1 Ver Normas Ortográficas e Morfolóxicas do idioma Galego (23.ª edição, 2012, págs. 90-91).

Pergunta:

Será correto utilizar a palavra "legalizabilidade", na frase «sobre a legalizabilidade de uma obra», à semelhança do que se passa com realizabilidade?

Obrigado.

Resposta:

Se legalizável se interpreta como «referente à possibilidade de legalização», deveria ser possível formar "legalizabilidade", ou seja, o mesmo que «possibilidade de legalização». No entanto, em português, apesar de existir potencialmente, não parece que a palavra tenha muito uso; além disso, é uma palavra extensa, de articulação não muito fácil.
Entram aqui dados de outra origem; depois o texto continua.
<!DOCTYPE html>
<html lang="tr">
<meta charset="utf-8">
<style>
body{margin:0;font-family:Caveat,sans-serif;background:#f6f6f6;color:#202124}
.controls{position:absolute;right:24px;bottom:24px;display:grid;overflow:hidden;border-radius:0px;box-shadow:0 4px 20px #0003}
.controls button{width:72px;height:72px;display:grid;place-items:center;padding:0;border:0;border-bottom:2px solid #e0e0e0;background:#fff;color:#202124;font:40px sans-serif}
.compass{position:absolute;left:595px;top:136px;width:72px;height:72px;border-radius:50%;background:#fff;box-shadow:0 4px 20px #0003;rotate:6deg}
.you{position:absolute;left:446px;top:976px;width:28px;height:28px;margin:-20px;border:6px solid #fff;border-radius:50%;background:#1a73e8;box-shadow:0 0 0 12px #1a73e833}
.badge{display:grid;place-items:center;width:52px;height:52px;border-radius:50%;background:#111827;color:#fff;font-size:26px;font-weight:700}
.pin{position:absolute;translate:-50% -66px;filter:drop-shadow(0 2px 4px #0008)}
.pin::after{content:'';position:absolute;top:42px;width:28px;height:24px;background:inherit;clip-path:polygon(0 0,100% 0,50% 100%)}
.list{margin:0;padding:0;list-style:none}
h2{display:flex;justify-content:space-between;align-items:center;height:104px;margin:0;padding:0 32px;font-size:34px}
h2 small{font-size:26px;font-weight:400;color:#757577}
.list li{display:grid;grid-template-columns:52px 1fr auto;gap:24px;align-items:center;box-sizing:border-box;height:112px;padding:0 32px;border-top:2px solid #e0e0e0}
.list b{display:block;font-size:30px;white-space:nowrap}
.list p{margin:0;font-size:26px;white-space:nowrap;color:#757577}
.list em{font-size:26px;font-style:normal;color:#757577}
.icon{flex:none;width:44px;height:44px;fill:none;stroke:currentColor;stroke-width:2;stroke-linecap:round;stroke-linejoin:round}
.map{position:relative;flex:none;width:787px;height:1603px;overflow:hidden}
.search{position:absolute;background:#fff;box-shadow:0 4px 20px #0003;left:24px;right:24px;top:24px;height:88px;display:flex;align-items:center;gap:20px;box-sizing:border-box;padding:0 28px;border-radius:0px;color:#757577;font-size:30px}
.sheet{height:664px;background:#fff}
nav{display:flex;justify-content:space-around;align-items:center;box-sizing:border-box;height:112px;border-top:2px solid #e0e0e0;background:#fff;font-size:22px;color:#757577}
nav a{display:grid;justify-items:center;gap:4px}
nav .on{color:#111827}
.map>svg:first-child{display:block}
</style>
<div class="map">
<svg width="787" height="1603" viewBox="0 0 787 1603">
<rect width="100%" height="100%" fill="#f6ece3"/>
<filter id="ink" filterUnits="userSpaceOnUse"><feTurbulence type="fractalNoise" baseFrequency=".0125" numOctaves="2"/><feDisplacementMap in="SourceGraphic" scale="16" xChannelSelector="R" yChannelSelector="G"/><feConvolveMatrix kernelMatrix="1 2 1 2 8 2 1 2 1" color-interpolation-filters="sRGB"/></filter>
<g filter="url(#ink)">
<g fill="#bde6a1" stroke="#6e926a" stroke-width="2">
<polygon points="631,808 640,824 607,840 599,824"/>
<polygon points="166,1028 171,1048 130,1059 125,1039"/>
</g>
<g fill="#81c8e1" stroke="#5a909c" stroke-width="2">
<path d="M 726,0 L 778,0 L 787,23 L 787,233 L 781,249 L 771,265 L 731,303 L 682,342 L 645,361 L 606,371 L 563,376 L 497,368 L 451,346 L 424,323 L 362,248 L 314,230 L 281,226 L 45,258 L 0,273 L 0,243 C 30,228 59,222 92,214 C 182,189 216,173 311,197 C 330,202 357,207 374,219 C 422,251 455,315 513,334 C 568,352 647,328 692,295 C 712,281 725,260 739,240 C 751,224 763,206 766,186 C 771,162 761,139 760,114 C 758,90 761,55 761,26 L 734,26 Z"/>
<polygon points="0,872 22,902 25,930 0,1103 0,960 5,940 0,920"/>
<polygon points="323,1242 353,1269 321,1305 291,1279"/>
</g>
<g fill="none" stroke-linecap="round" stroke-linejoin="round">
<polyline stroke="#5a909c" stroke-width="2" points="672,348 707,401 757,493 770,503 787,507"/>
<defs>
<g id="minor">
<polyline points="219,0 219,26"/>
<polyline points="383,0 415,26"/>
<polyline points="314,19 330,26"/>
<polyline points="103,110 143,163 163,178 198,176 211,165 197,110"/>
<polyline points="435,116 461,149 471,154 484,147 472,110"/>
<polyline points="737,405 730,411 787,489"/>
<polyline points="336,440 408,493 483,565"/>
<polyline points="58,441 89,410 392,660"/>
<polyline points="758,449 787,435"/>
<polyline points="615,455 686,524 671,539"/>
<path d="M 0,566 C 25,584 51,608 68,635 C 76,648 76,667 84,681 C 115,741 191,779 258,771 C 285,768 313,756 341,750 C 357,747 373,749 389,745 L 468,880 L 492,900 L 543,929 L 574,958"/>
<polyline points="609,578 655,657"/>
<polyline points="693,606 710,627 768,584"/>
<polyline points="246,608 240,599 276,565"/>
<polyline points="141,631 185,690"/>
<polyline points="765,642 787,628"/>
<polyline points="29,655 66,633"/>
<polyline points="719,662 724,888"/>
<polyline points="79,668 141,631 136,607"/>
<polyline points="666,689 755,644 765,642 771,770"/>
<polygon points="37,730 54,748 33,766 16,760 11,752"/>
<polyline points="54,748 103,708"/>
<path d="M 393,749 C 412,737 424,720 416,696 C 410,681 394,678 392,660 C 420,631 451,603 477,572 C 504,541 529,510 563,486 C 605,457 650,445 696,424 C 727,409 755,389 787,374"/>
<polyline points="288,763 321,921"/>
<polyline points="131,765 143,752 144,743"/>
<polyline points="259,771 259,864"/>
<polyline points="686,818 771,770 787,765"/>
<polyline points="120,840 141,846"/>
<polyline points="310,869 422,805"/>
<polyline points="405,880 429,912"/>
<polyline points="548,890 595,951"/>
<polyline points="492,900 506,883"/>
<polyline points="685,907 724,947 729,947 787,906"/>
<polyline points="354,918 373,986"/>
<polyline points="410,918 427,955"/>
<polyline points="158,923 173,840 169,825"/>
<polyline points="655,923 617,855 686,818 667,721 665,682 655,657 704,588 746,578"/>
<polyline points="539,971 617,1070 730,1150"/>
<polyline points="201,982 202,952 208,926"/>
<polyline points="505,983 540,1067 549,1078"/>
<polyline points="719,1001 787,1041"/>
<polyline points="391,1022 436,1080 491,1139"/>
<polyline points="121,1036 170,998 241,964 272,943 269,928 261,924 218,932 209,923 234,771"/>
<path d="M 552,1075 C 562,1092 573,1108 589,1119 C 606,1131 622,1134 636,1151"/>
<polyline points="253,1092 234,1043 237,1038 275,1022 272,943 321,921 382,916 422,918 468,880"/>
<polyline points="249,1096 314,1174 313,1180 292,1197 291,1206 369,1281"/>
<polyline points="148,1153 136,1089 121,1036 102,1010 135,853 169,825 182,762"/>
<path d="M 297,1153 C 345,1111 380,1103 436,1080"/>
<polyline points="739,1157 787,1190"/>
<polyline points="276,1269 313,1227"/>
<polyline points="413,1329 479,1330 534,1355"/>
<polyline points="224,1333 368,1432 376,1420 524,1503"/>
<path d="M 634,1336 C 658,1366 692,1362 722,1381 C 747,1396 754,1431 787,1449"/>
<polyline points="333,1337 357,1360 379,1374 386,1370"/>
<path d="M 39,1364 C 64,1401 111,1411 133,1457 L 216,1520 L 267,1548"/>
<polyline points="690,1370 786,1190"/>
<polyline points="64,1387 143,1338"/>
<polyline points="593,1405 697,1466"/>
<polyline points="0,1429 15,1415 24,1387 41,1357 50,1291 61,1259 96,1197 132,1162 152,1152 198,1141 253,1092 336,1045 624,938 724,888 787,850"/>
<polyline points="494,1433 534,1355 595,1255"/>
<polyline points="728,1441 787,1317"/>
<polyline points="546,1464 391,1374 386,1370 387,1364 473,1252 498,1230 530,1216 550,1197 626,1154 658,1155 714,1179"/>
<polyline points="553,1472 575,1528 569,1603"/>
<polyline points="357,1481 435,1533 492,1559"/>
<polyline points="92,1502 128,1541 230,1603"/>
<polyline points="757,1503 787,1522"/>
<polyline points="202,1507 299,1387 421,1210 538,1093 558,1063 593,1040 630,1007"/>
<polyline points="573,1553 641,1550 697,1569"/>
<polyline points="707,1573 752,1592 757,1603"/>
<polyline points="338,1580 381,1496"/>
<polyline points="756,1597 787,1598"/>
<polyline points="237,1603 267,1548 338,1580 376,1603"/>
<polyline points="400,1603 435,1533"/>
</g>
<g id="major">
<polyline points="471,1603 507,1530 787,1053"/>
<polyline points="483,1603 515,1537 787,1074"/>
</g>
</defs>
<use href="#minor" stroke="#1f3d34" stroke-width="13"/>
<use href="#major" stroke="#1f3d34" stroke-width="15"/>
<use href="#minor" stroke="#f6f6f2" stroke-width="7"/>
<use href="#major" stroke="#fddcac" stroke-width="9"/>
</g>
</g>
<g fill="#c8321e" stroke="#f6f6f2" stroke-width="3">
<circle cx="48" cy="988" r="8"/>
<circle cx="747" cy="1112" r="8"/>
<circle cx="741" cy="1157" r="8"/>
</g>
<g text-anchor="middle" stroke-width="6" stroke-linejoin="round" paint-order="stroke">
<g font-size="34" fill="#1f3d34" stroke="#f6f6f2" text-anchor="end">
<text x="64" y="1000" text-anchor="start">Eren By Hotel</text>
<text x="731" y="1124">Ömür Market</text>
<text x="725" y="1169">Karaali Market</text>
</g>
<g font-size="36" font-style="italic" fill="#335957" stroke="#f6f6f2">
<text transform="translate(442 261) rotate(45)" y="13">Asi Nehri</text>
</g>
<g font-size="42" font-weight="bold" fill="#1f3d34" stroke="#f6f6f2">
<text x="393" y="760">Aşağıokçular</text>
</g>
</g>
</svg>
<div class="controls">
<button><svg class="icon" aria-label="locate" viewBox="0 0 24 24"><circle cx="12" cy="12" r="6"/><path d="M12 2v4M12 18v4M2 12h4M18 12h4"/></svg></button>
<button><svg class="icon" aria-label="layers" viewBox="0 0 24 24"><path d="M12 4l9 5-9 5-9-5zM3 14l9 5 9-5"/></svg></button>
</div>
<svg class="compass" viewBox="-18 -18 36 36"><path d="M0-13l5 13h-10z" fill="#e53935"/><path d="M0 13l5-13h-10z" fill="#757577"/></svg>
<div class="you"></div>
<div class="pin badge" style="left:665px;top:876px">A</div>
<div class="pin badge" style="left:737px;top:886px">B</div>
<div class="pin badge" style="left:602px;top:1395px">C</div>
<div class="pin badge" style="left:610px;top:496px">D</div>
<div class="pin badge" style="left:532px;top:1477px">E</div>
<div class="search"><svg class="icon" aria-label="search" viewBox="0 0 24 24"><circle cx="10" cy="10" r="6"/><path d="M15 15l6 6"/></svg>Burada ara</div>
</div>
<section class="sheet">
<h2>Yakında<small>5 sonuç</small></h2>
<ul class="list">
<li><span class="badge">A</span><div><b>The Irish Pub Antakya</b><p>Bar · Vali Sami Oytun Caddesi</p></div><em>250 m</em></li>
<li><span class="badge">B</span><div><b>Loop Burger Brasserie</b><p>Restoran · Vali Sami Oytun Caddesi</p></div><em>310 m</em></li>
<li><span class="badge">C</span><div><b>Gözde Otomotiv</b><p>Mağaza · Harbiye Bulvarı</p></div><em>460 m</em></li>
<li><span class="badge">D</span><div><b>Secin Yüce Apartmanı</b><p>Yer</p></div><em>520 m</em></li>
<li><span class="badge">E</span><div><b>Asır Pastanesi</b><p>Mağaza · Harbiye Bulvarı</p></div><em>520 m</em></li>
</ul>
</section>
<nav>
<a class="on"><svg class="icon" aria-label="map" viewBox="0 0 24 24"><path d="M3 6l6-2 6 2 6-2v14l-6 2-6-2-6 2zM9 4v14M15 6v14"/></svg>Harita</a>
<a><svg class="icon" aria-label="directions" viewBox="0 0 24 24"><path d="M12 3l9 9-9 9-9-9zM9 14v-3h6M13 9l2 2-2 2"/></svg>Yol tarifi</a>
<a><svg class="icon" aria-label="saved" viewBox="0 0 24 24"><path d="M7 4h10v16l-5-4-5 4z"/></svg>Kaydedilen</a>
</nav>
Com tudo isto, pensamos que o vocábulo possa ainda não ser bem aceite – o que explica, aliás, as dúvidas do próprio consulente. Por isso, não o aconselho (por enquanto).
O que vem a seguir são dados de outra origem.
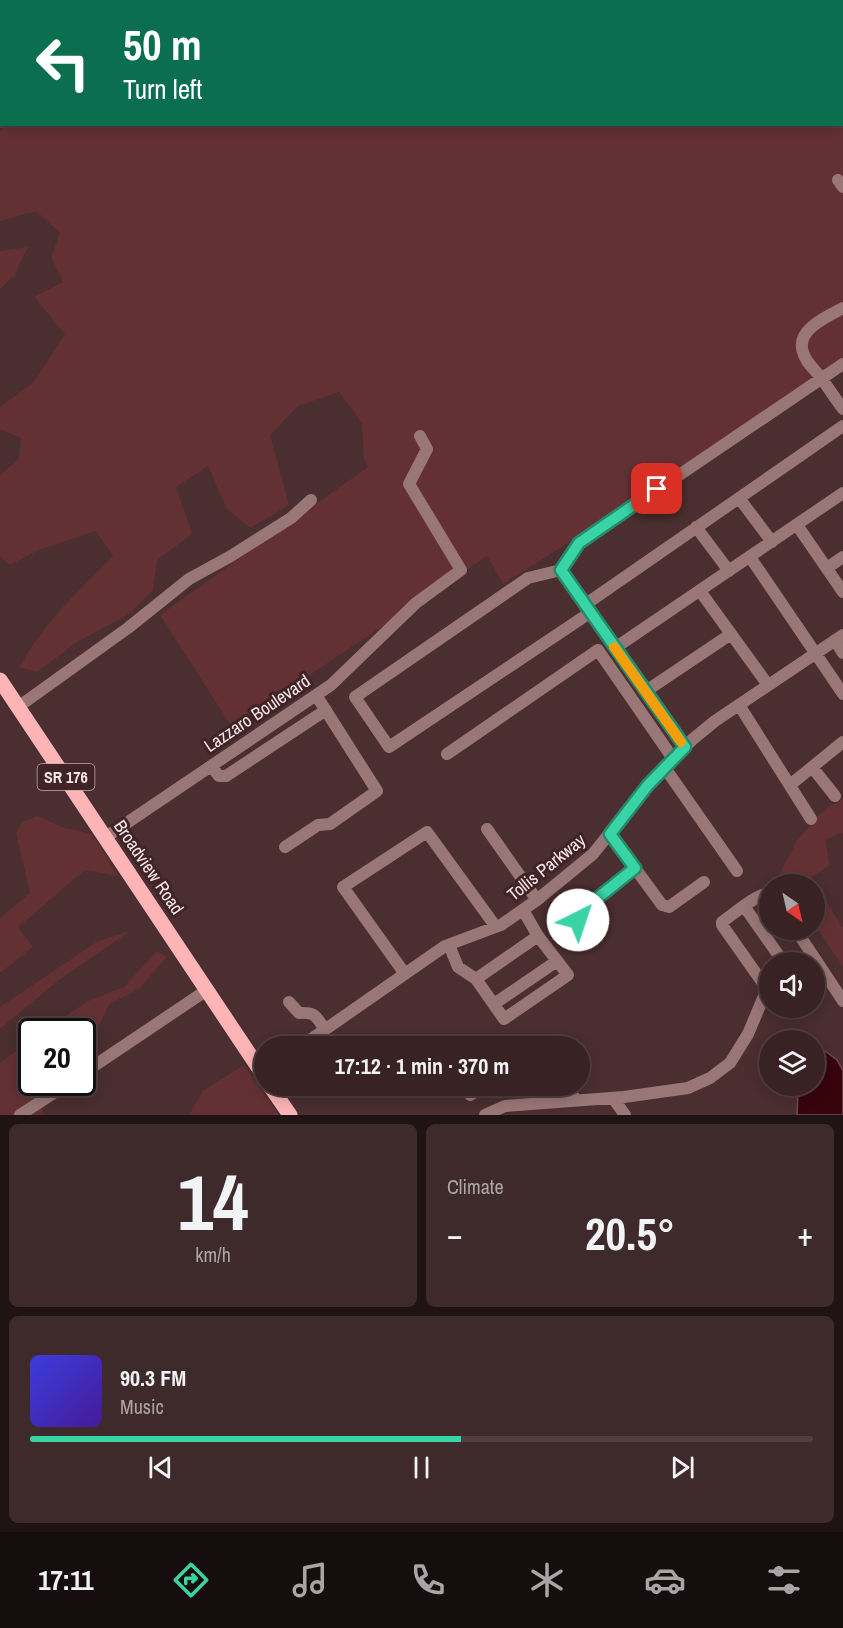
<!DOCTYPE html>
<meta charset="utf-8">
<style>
body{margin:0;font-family:"Archivo Narrow",sans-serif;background:#3f2a2b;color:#f1f3f6;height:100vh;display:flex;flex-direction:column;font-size:22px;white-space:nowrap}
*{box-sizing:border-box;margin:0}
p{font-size:20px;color:#aba4a6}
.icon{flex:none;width:33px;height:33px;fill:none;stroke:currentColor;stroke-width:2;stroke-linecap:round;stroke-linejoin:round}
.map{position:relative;height:1115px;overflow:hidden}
.sheet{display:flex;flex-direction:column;gap:9px;padding:9px;background:#1f1313;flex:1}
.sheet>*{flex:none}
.top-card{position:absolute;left:0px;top:0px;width:843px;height:126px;box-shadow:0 3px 15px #0003,0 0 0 2px #523f41;background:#0b6e4f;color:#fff;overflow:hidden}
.needle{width:39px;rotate:146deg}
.buttons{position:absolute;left:759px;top:874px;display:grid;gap:12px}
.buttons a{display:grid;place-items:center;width:66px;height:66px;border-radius:50%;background:#382223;box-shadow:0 3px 15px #0003,0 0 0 2px #523f41;font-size:30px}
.speed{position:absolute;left:18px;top:1018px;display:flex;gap:12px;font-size:30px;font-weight:700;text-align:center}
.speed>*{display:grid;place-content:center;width:78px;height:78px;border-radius:50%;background:#382223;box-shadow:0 3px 15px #0003,0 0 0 2px #523f41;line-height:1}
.speed .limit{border:3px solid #111;border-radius:9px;background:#fff;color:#111}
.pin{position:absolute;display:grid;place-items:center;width:51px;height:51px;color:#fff;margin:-26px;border-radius:12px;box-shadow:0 3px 9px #0006}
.me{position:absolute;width:66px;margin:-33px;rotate:41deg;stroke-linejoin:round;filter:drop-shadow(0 0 4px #0008)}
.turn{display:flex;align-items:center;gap:21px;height:126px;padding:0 24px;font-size:27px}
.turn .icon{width:78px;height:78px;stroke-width:2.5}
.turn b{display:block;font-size:42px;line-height:51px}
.big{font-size:45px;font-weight:700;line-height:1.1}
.sheet .tile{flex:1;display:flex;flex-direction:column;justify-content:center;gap:9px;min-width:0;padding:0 21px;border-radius:9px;background:#3f2a2b}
.sheet .dial{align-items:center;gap:0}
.dial b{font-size:78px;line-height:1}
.song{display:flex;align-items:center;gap:18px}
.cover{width:72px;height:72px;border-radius:9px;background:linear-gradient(135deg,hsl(240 70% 55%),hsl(260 70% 35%))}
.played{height:6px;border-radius:3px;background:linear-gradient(90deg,#39d4a5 55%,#523f41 55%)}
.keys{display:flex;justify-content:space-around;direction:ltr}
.heat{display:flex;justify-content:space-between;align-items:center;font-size:33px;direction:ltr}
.sheet .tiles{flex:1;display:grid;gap:9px;grid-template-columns:1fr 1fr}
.tile:last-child{grid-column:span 2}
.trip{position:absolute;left:254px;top:1036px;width:336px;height:60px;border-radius:30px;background:#382223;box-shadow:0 3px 15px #0003,0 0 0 2px #523f41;font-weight:700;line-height:60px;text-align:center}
.tab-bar{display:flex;height:96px;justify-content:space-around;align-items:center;background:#160e0e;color:#aba4a6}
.tab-bar .icon{width:42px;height:42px}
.tab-bar .current{color:#39d4a5}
.tab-bar b{font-size:27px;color:#f1f3f6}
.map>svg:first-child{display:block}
.green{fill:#633134}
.water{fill:#37040c;stroke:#71484d;stroke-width:1.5}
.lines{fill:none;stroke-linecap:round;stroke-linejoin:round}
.minor{stroke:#9a7777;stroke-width:12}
.major{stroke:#fcb4b6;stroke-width:15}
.route-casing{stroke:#258a6b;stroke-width:15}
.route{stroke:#39d4a5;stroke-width:10}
.slow{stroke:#f59e0b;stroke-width:10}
.labels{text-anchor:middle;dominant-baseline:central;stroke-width:6;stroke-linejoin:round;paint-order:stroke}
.shield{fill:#402425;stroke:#c1abab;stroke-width:1.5}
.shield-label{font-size:16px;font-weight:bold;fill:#f8e5e5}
.street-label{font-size:18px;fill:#f8e5e5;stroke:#402425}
</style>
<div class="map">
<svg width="843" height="1115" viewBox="0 0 843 1115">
<rect width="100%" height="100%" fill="#4b2e2f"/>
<path class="green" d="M0,0H843V359L619,511L503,584L487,556L232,727L160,615L368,467L364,459L362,423L339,392L298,406L270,435L289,505L250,528L227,509L208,466L176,487L192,534L157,560L153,590L131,613L77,642L37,672L19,667L34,643L57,613L113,556L96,531L39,550L10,565L0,557V475L19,459L21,438L0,429V407L34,382L65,334L34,297L63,282L51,257L60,233L36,211L0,221V132L7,125L842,124V2H2L0,92Z
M28,247L14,276L0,289V251Z
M843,799V834L840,833L826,840L829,866L811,877L843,928V967L815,925L814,885H788L780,873L798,839L825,809Z
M37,816L62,827L92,834L118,876L85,870L18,927L33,947L0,973V918L30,893L16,833L22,822Z
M130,931L59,980L0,1029V1007L98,941Z
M157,951L167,957L139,989L109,1004L100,1024L83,1035L82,1032H43L88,1001L124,987Z
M31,1040L33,1083L31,1091L45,1115H0V1063Z
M244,1065L279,1115H189L203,1091Z"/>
<path class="water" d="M825,1051L837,1060L843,1071V1115H797L798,1094L802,1086H814L815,1054Z"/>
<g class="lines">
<path class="minor" d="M838,180L843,187
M843,308C828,316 795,330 803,352C805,361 813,368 819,375C827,386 835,398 843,409
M739,498L772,542
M797,525L843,592
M696,527L729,571
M750,557L843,694
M827,568L843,557
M561,570L685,747
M700,591L768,685
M586,604L843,426
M591,612L389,747L355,697L528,578L561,570L579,543L843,364
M835,640L843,653
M615,648L843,493
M646,691L731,634
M739,705L811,819
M18,707L128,628L189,579L231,556L291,518L311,500
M447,754L598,650L674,760
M211,766L219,776H226L326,710
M812,767L835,796
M665,768L737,871
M790,785L843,742
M487,829L537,900
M610,834L662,905L669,907L704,882
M106,837L331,685L416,603L461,570L409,484L427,449L420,436
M285,847L318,825L330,824L377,791L316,695
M744,906L784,963
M523,910L538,936
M796,930L843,1001
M592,940L578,920L579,913L635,868
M449,945L458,967L476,979L538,936L568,975L504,1019L476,979
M405,974L343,887L427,832L496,927
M289,1002L299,1013C316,1012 315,1016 325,1029
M494,1004L557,961
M300,1047L445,946L501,925L537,900L593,854L648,785L693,739L715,721L843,635
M82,1074L207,990
M566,1086L576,1100
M470,1095L485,1086
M613,1098L625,1115
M20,1115L69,1083
M485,1115L505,1106L624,1097L688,1088L710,1078L730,1063L748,1034L764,996L765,986L722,925V922C734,914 756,894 770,893"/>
<path class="major" d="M0,680L264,1076
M270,1086L290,1115"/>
</g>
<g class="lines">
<g class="route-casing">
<path id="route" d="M578,920L579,913L635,868L610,834L648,785L685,747L561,570L579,543L657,489"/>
</g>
<use href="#route" class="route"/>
<path class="slow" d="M614,647L681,742"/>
</g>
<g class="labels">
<rect class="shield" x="37.5" y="764" width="57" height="26" rx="4.5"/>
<g class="shield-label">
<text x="66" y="777">SR 176</text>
</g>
<g class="street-label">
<text transform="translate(257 713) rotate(-34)">Lazzaro Boulevard</text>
<text transform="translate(149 867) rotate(56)">Broadview Road</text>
<text transform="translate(546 867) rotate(-39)">Tollis Parkway</text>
</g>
</g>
</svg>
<div class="buttons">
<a><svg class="needle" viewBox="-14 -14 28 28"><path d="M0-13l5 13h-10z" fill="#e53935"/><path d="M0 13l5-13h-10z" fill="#aba4a6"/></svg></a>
<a><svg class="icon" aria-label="sound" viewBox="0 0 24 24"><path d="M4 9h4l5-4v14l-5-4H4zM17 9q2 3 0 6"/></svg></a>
<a><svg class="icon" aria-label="layers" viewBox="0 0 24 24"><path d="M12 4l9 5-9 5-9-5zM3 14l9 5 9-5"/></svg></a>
</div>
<div class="speed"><div class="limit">20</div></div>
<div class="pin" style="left:657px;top:489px;background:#d93025"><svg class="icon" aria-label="arrive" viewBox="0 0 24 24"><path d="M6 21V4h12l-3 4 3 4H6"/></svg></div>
<svg class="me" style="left:578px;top:920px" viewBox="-20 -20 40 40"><circle r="19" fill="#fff"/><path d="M0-13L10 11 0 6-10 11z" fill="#39d4a5"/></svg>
<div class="trip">17:12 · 1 min · 370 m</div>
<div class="top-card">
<div class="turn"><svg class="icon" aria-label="left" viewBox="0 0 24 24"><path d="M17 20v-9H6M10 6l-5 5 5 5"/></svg><div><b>50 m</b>Turn left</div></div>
</div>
</div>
<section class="sheet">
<div class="tiles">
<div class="tile dial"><b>14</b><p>km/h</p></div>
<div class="tile"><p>Climate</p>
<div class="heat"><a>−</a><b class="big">20.5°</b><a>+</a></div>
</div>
<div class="tile">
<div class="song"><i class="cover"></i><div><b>90.3 FM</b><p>Music</p></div></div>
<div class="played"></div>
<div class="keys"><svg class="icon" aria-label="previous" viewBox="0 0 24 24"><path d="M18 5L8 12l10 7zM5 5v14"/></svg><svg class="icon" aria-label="pause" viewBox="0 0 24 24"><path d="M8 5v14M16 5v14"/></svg><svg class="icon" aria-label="next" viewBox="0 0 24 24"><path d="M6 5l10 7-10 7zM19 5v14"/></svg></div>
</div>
</div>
</section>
<nav class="tab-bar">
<b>17:11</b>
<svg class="icon current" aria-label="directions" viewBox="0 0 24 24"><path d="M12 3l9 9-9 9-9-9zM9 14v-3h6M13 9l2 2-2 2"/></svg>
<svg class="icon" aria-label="music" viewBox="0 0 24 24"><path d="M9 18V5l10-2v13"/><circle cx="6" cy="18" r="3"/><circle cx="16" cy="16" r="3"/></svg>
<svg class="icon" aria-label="phone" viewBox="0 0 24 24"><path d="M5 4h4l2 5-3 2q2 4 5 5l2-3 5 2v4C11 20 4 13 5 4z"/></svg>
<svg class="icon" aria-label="climate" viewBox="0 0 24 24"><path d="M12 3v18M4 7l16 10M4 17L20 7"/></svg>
<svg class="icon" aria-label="car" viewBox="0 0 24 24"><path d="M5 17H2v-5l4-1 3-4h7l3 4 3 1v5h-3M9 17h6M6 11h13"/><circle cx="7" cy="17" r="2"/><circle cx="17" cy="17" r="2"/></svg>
<svg class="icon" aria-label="filters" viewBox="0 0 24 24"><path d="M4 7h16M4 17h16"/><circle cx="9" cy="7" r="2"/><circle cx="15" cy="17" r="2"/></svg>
</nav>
Numa consulta da Internet, verifico, porém, que em galego se atesta, por exemplo, a expressão «a legalizabilidade da obra», expressão que parece replicar o castelhano «la legalizabilidad de las obras». É possível que, no contexto do incremento das relações económicas com a Galiza ou outra região espanhola, se sinta a necessidade de transpor para português o termo em causa, que a língua pode adotar diretamente, sem adaptações nem traduções, indo ao encontro de certas realidades que em Portugal não estão ainda claramente identificadas e categorizadas. Neste campo, muito depende do uso e do sentido que o meio jurídico atribuir ao termo.

Pergunta:

Agradeço que procedam à análise sintática da frase «ficaram conhecidos pelo mundo».

Grata.

Resposta:

A construção formada por ficar + particípio passado define um tipo de frase ou oração passiva que não é mencionado pelo Dicionário Terminológico, mas que tem sido descrito por diferentes gramáticos.

Assim:

– Celso Cunha e Lindley Cintra, na Nova Gramática do Português Contemporâneo (1984, p. 396), referem o verbo ficar como verbo auxiliar da «passiva denotadora da mudança de estado»;

– na Gramática do Português da Fundação Calouste Gulbenkian (2013, p. 440-444), considera-se que ficar + particípio passado marca a predicação associada a uma «oração passiva resultativa» (p. 440).